The present dean of the faculty is Mr. T. Basker.

==== Faculty of Siddha Medicine ====
The new discipline Bachelor of Siddha Medicine & Surgery (B.S.M.S.) Degree Course was introduced from 2008/2009 Academic year. The students are being selected by UGC. The allocation of students for 1st year is 20. Presently there are four batches of students are following this study this course comprises theory practical & clinical training. Duration of the course is five years. One year internship is compulsory after completion of degree course. It is a residential course. The lecture daily commence with the spiritual atmosphere of meditation.

The Unit of Siddha medicine was upgraded as a Faculty of Siddha Medicine with three departments in 2023.

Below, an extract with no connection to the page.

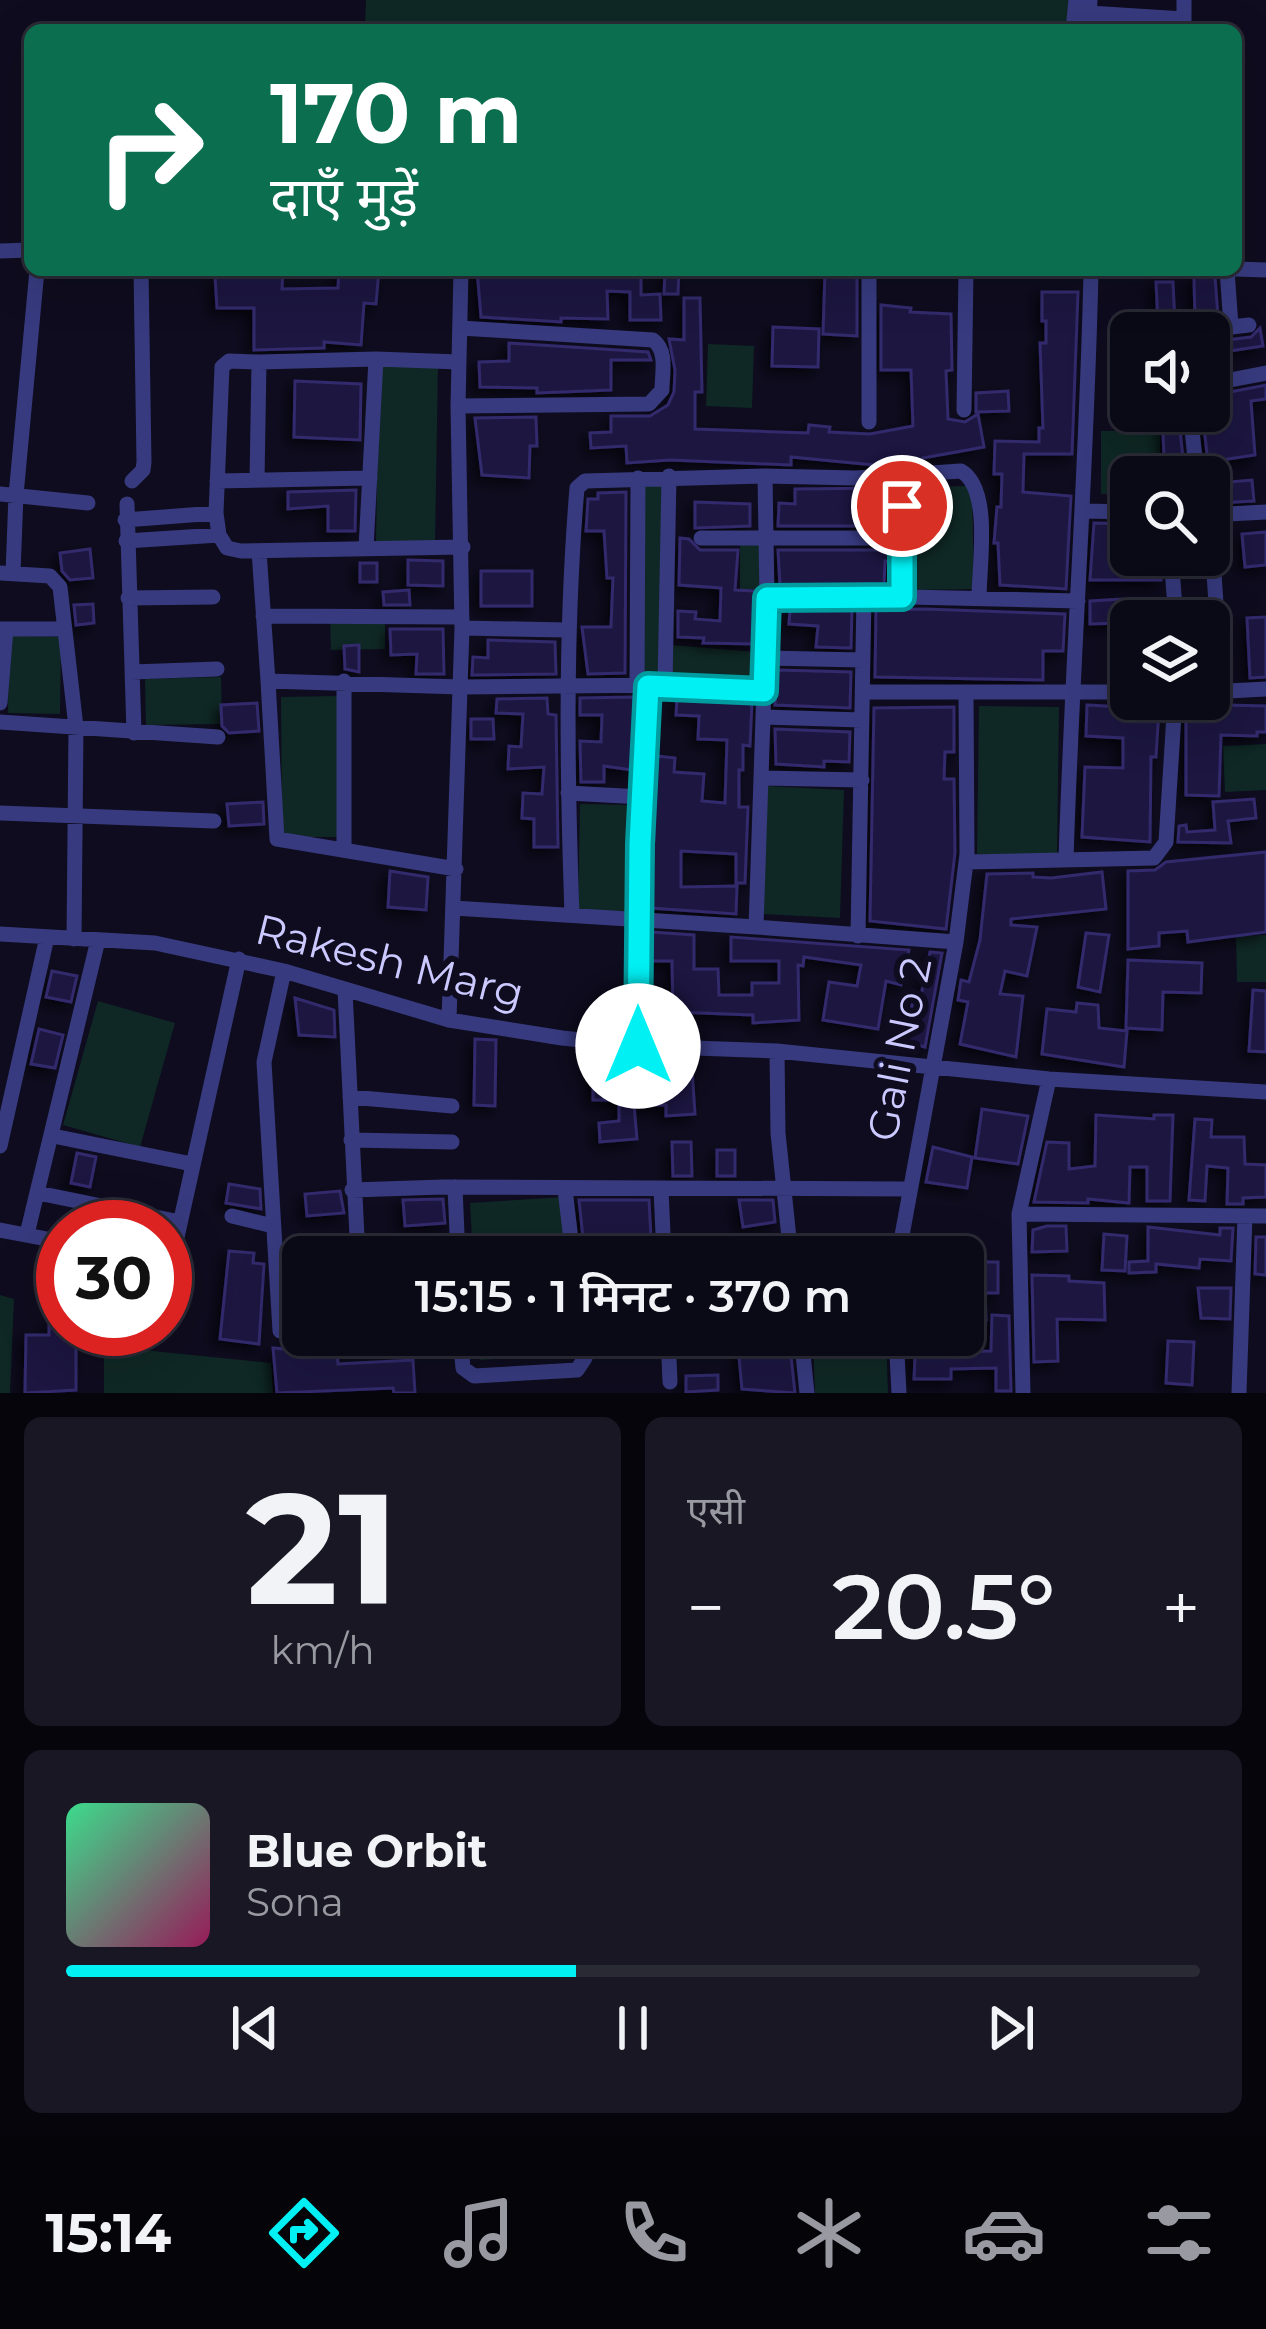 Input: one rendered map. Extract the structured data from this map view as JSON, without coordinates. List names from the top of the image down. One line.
{"streets":{"street":["Rakesh Marg","Gali No 2"]},"crossings":[["Rakesh Marg","Gali No 2"]],"page":{"turn":["170 m","दाएँ मुड़ें"],"limit":"30","trip":"15:15 · 1 मिनट · 370 m","tile":[["21","km/h"],"एसी"],"heat":["−","20.5°","+"],"song":["Blue Orbit","Sona"],"tabs":"15:14"}}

=== Swami Vipulanantha Institute of Aesthetic Studies (SVIAS) ===
The Swami Vipulananda College of Music and Dance (SVCMD) was established in 1981 by the Ministry of Regional Affairs and Hindu Culture. Subsequently, the SVCMD was ceremonially handed over to the Ministry of Higher Education on 20 April 2001. It was affiliated to the Eastern University, Sri Lanka on 1 January 2002, and the University Grants Commission permitted the Eastern University, Sri Lanka to enroll Diploma Holders of the Swami Vipulananda College of Music and Dance for a degree programme in the Department of Fine Arts. Then the SVCMD was renamed as Swami Vipulanantha Institute of Aesthetic Studies (SVIAS) and established by the Gazette Notification of the Democratic Socialist Republic of Sri Lanka (No. 1392/22 of 3 June 2005) under the order made by the section 24 B of the University Act. No 16 of 1978.

At present, the institute consist of four departments of studies: Carnatic Music; Dance & Drama & Theatre Arts; Visual & Technological Arts; and Information Technology. It offers Bachelor of Fine Arts (BFA) in Music, Dance and Visual & Technological Arts.

The present director of this Institute is Prof. F.B. Kennedy.